# Southern California Betta Meeting Jan 15th 2011



## Martinismommy (Dec 2, 2010)

I will be hosting the upcoming Golden State Betta club meeting at my home in San Jacinto, CA on Saturday, Jan. 15th 2011 at 1pm...There will be a raffle and a demonstration given by Karen Mac Auley (little O'l me) on how to photograph your Betta fish...

If you are interested in attending this meeting contact me at [email protected] for more info and address....

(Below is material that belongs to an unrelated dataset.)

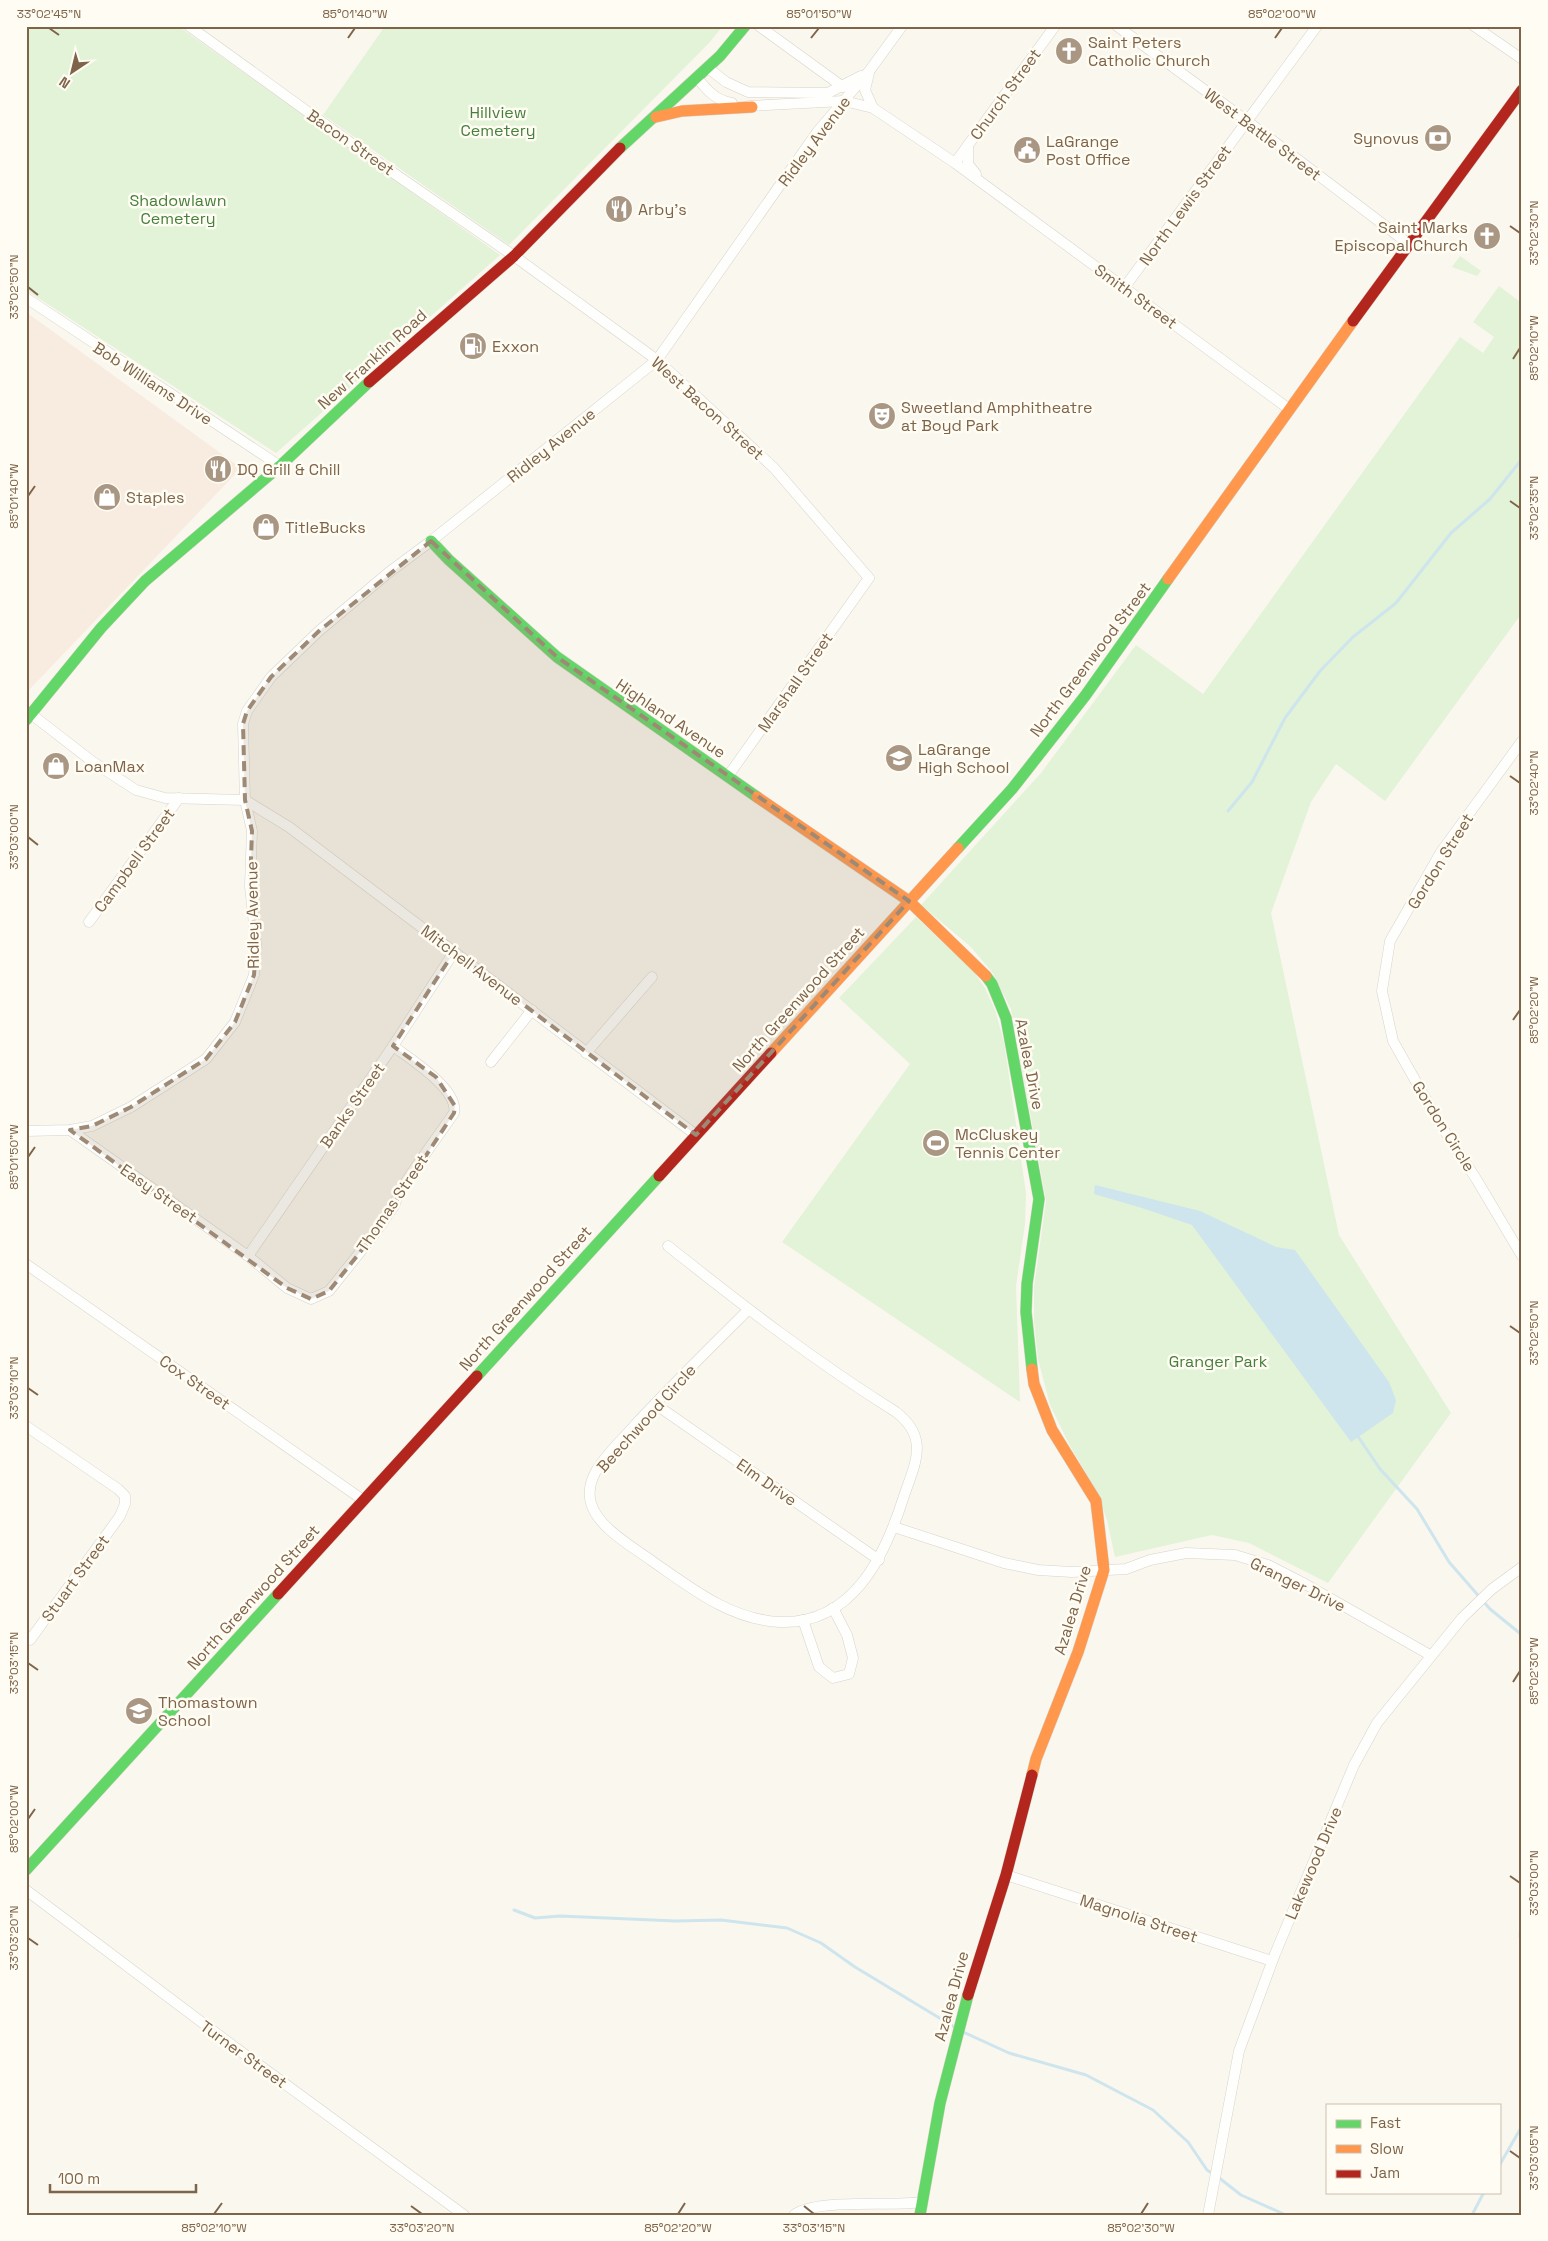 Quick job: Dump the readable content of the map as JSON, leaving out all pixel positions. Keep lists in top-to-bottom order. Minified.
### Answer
{"streets":{"main road":["New Franklin Road","North Greenwood Street","Highland Avenue","Azalea Drive"],"street":["Church Street","West Battle Street","Ridley Avenue","Bacon Street","North Lewis Street","Smith Street","Bob Williams Drive","West Bacon Street","Marshall Street","Campbell Street","Gordon Street","Mitchell Avenue","Banks Street","Gordon Circle","Easy Street","Thomas Street","Cox Street","Beechwood Circle","Elm Drive","Stuart Street","Granger Drive","Lakewood Drive","Magnolia Street","Turner Street"]},"crossings":[["Church Street","Smith Street"],["West Battle Street","North Lewis Street"],["West Battle Street","North Greenwood Street"],["Ridley Avenue","Smith Street"],["Ridley Avenue","New Franklin Road"],["Ridley Avenue","West Bacon Street"],["Ridley Avenue","Highland Avenue"],["Ridley Avenue","Mitchell Avenue"],["Ridley Avenue","Easy Street"],["Bacon Street","New Franklin Road"],["Bacon Street","West Bacon Street"],["North Lewis Street","Smith Street"],["Smith Street","New Franklin Road"],["Smith Street","North Greenwood Street"],["New Franklin Road","Bob Williams Drive"],["New Franklin Road","West Bacon Street"],["West Bacon Street","Marshall Street"],["North Greenwood Street","Highland Avenue"],["North Greenwood Street","Mitchell Avenue"],["North Greenwood Street","Azalea Drive"],["North Greenwood Street","Cox Street"],["Marshall Street","Highland Avenue"],["Highland Avenue","Azalea Drive"],["Gordon Street","Gordon Circle"],["Mitchell Avenue","Banks Street"],["Azalea Drive","Granger Drive"],["Azalea Drive","Magnolia Street"],["Banks Street","Easy Street"],["Banks Street","Thomas Street"],["Easy Street","Thomas Street"],["Beechwood Circle","Elm Drive"],["Beechwood Circle","Granger Drive"],["Granger Drive","Lakewood Drive"],["Lakewood Drive","Magnolia Street"]],"parks":["Hillview Cemetery","Shadowlawn Cemetery","Granger Park"],"places":{"church":["Saint Peters Catholic Church","Saint Marks Episcopal Church"],"bank":["Synovus"],"public building":["LaGrange Post Office"],"restaurant":["Arby's","DQ Grill & Chill"],"fuel station":["Exxon"],"theatre":["Sweetland Amphitheatre at Boyd Park"],"shop":["Staples","TitleBucks","LoanMax"],"school or university":["LaGrange High School","Thomastown School"],"sports":["McCluskey Tennis Center"]},"legend":["Fast","Slow","Jam"],"scale_bar":"100 m","north":"bottom left","coordinates":["33°02'45\"N","85°01'40\"W","85°01'50\"W","85°02'00\"W","33°02'30\"N","33°02'50\"N","85°02'10\"W","33°02'35\"N","33°02'40\"N","33°03'00\"N","85°02'20\"W","33°03'10\"N","33°03'15\"N","85°02'30\"W","33°03'20\"N","33°03'05\"N"]}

We hope to see you here! Don't forget the GSB will be holding their very 1st show in May....This is a great opportunity to meet the breeders and get involved!

Happy New Year!

Karen Mac Auley
Mac Auley's Betta Beauties
San Jacinto, CA
http://quicksilverchihuahuas.webs.com/mybettasplendens.htm



__._,_.___


----------



## Malvolti (Nov 15, 2010)

I obviously can't make it but I will wish you good luck on the conference. I hope you get a great turn out.


----------



## MrVampire181 (May 12, 2009)

I wanna go! *cries and complains about airline fees*. Hopefully we get our betta club here....


----------



## Tsuhei (Nov 26, 2010)

MrVampire181 said:


> I wanna go! *cries and complains about airline fees*. Hopefully we get our betta club here....


Try booking through southwest...it can get as cheap as only 49-53 dollars for a one way flight to California...I use southwest airlines all the time to visit my fiancee.. ;-) So you might only be spending $106 (without taxes, of course...) for airline tickets..


----------



## Martinismommy (Dec 2, 2010)

MrVamp, you need to save for convention.....It is in CA and it is going to be a blast! 

I'll try and take some pics at the meeting so you can see some of what goes on and the members that attend.....


----------



## MrVampire181 (May 12, 2009)

My mom has something in LA the same days as the convention so me and my dad will probably be in San Francisco hehe.


----------



## dramaqueen (Jul 7, 2008)

I'd love to see some pics of the meeting.


----------



## bloo97 (Mar 6, 2010)

What do you talk about?


----------



## Nutt007 (Sep 22, 2009)

Nice! Get a camera and record the whole thing. I wish I could go. :/


----------



## baylee767 (Nov 5, 2010)

Awww... stupid Hawaii Lol. I want to go to a Betta convention soo bad, but I'm guessing they focus more for people who breed and show Bettas...


----------



## MrVampire181 (May 12, 2009)

Yup but it's a great opportunity to get some amazing bettas for CHEAP.


----------



## dramaqueen (Jul 7, 2008)

bloo97 said:


> What do you talk about?


Bettas, of course! lol


----------



## beat2020 (Dec 31, 2009)

Well the meeting was awesome. I had lots of fun and learned a lot . I also came home with a new girl. ;P


----------



## shinybetta (Jul 3, 2010)

The meeting was great! Yvonne gave me a pair of marble Pk's! I'll upload pics sometime, now that I saw the fish photography demo!


----------



## Shizuka Mori (Jan 15, 2011)

It's a shame there's nothing to do here in Michigan. I would've attended if I wasn't so far away from you. Well, I'm glad for those who did attend and came home with some new friends.


----------



## dramaqueen (Jul 7, 2008)

I can't wait to see pic of the new fish, guys!


----------



## bloo97 (Mar 6, 2010)

dramaqueen said:


> Bettas, of course! lol


I got that. :lol:

Geez, I want to go to one of these! I need one down here.


----------